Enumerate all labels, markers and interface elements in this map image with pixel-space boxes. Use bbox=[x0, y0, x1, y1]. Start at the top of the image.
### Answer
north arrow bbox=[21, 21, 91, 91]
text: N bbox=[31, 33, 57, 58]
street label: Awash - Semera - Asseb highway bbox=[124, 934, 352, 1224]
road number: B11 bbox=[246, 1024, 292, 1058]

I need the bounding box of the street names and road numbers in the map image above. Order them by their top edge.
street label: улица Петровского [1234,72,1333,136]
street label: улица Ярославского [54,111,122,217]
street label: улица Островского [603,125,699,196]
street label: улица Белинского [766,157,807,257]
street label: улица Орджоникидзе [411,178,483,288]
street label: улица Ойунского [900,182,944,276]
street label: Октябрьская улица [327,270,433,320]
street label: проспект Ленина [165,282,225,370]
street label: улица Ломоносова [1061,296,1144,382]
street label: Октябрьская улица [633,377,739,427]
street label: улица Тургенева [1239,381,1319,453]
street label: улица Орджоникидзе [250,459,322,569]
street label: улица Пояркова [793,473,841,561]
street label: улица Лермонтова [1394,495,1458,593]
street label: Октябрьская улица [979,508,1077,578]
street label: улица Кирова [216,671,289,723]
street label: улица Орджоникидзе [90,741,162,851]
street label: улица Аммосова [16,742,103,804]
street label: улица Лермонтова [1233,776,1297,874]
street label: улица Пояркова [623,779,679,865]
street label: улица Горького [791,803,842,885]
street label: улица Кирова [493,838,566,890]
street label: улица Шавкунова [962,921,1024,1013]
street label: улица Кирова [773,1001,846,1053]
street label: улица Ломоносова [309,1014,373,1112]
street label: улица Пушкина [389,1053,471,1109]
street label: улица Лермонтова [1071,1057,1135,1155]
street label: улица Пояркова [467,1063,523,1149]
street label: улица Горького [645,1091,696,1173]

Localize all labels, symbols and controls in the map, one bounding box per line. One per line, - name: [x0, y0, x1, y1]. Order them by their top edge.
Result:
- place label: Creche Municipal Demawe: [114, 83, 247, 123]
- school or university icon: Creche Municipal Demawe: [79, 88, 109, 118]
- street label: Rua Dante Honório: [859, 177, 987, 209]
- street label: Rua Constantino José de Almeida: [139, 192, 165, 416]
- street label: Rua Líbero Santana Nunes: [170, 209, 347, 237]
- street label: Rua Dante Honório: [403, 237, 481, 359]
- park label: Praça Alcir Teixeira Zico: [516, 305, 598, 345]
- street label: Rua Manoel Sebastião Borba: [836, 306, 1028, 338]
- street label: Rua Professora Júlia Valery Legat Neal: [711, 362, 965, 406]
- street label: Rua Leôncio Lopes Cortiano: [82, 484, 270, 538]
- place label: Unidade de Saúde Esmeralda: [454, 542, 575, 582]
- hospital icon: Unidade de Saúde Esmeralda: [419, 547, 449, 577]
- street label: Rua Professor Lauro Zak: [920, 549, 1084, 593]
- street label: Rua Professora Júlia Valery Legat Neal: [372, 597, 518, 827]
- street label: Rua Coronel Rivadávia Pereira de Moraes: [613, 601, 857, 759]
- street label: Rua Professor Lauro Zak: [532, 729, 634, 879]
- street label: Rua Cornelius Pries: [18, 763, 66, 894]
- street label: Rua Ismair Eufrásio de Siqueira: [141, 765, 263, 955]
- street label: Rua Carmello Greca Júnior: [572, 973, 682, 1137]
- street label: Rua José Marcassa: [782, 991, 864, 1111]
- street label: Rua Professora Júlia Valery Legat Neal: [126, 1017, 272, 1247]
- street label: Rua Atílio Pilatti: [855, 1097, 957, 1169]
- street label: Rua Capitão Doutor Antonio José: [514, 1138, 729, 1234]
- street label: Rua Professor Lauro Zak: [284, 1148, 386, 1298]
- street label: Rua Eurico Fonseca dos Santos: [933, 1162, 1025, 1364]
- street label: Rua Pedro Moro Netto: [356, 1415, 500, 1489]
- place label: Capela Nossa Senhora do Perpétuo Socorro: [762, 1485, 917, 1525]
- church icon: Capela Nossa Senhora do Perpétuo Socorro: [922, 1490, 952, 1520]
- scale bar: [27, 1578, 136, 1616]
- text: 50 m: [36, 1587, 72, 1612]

——————————

**Assignment:** Every line above should be output exactly as it stands.

**Result of the task:**
Enumerate all labels, markers and interface elements in this map image with pixel-space boxes. Use bbox=[x0, y0, x1, y1]. Start at the top of the image.
### Answer
north arrow bbox=[21, 21, 91, 91]
text: N bbox=[31, 33, 57, 58]
street label: Awash - Semera - Asseb highway bbox=[124, 934, 352, 1224]
road number: B11 bbox=[246, 1024, 292, 1058]

I need the bounding box of the street names and road numbers in the map image above. Order them by their top edge.
street label: улица Петровского [1234,72,1333,136]
street label: улица Ярославского [54,111,122,217]
street label: улица Островского [603,125,699,196]
street label: улица Белинского [766,157,807,257]
street label: улица Орджоникидзе [411,178,483,288]
street label: улица Ойунского [900,182,944,276]
street label: Октябрьская улица [327,270,433,320]
street label: проспект Ленина [165,282,225,370]
street label: улица Ломоносова [1061,296,1144,382]
street label: Октябрьская улица [633,377,739,427]
street label: улица Тургенева [1239,381,1319,453]
street label: улица Орджоникидзе [250,459,322,569]
street label: улица Пояркова [793,473,841,561]
street label: улица Лермонтова [1394,495,1458,593]
street label: Октябрьская улица [979,508,1077,578]
street label: улица Кирова [216,671,289,723]
street label: улица Орджоникидзе [90,741,162,851]
street label: улица Аммосова [16,742,103,804]
street label: улица Лермонтова [1233,776,1297,874]
street label: улица Пояркова [623,779,679,865]
street label: улица Горького [791,803,842,885]
street label: улица Кирова [493,838,566,890]
street label: улица Шавкунова [962,921,1024,1013]
street label: улица Кирова [773,1001,846,1053]
street label: улица Ломоносова [309,1014,373,1112]
street label: улица Пушкина [389,1053,471,1109]
street label: улица Лермонтова [1071,1057,1135,1155]
street label: улица Пояркова [467,1063,523,1149]
street label: улица Горького [645,1091,696,1173]

Localize all labels, symbols and controls in the map, one bounding box per line. One per line, - name: [x0, y0, x1, y1]. Order them by their top edge.
Result:
- place label: Creche Municipal Demawe: [114, 83, 247, 123]
- school or university icon: Creche Municipal Demawe: [79, 88, 109, 118]
- street label: Rua Dante Honório: [859, 177, 987, 209]
- street label: Rua Constantino José de Almeida: [139, 192, 165, 416]
- street label: Rua Líbero Santana Nunes: [170, 209, 347, 237]
- street label: Rua Dante Honório: [403, 237, 481, 359]
- park label: Praça Alcir Teixeira Zico: [516, 305, 598, 345]
- street label: Rua Manoel Sebastião Borba: [836, 306, 1028, 338]
- street label: Rua Professora Júlia Valery Legat Neal: [711, 362, 965, 406]
- street label: Rua Leôncio Lopes Cortiano: [82, 484, 270, 538]
- place label: Unidade de Saúde Esmeralda: [454, 542, 575, 582]
- hospital icon: Unidade de Saúde Esmeralda: [419, 547, 449, 577]
- street label: Rua Professor Lauro Zak: [920, 549, 1084, 593]
- street label: Rua Professora Júlia Valery Legat Neal: [372, 597, 518, 827]
- street label: Rua Coronel Rivadávia Pereira de Moraes: [613, 601, 857, 759]
- street label: Rua Professor Lauro Zak: [532, 729, 634, 879]
- street label: Rua Cornelius Pries: [18, 763, 66, 894]
- street label: Rua Ismair Eufrásio de Siqueira: [141, 765, 263, 955]
- street label: Rua Carmello Greca Júnior: [572, 973, 682, 1137]
- street label: Rua José Marcassa: [782, 991, 864, 1111]
- street label: Rua Professora Júlia Valery Legat Neal: [126, 1017, 272, 1247]
- street label: Rua Atílio Pilatti: [855, 1097, 957, 1169]
- street label: Rua Capitão Doutor Antonio José: [514, 1138, 729, 1234]
- street label: Rua Professor Lauro Zak: [284, 1148, 386, 1298]
- street label: Rua Eurico Fonseca dos Santos: [933, 1162, 1025, 1364]
- street label: Rua Pedro Moro Netto: [356, 1415, 500, 1489]
- place label: Capela Nossa Senhora do Perpétuo Socorro: [762, 1485, 917, 1525]
- church icon: Capela Nossa Senhora do Perpétuo Socorro: [922, 1490, 952, 1520]
- scale bar: [27, 1578, 136, 1616]
- text: 50 m: [36, 1587, 72, 1612]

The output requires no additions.